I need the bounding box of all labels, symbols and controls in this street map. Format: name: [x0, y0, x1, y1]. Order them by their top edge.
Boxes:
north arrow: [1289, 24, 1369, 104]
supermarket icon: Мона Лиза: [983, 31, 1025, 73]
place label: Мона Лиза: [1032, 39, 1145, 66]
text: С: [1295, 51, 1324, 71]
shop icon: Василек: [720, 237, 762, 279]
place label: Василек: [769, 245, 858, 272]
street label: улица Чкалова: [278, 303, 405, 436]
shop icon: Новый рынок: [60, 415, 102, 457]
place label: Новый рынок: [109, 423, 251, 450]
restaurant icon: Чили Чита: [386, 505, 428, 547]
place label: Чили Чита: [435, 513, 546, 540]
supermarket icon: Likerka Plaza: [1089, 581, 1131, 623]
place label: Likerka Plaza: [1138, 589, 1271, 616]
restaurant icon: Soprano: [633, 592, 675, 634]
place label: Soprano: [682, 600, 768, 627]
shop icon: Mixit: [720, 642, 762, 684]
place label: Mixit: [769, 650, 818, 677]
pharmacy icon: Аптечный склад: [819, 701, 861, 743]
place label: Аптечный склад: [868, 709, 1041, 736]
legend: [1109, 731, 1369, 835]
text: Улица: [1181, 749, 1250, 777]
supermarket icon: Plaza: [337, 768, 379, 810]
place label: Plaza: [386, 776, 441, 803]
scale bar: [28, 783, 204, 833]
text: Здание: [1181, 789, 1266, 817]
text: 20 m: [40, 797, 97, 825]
**********
## Problem statement
Retype all of the data word for word.

## Reply
I need the bounding box of all labels, symbols and controls in this street map. Format: name: [x0, y0, x1, y1]. Order them by their top edge.
Boxes:
north arrow: [1289, 24, 1369, 104]
supermarket icon: Мона Лиза: [983, 31, 1025, 73]
place label: Мона Лиза: [1032, 39, 1145, 66]
text: С: [1295, 51, 1324, 71]
shop icon: Василек: [720, 237, 762, 279]
place label: Василек: [769, 245, 858, 272]
street label: улица Чкалова: [278, 303, 405, 436]
shop icon: Новый рынок: [60, 415, 102, 457]
place label: Новый рынок: [109, 423, 251, 450]
restaurant icon: Чили Чита: [386, 505, 428, 547]
place label: Чили Чита: [435, 513, 546, 540]
supermarket icon: Likerka Plaza: [1089, 581, 1131, 623]
place label: Likerka Plaza: [1138, 589, 1271, 616]
restaurant icon: Soprano: [633, 592, 675, 634]
place label: Soprano: [682, 600, 768, 627]
shop icon: Mixit: [720, 642, 762, 684]
place label: Mixit: [769, 650, 818, 677]
pharmacy icon: Аптечный склад: [819, 701, 861, 743]
place label: Аптечный склад: [868, 709, 1041, 736]
legend: [1109, 731, 1369, 835]
text: Улица: [1181, 749, 1250, 777]
supermarket icon: Plaza: [337, 768, 379, 810]
place label: Plaza: [386, 776, 441, 803]
scale bar: [28, 783, 204, 833]
text: Здание: [1181, 789, 1266, 817]
text: 20 m: [40, 797, 97, 825]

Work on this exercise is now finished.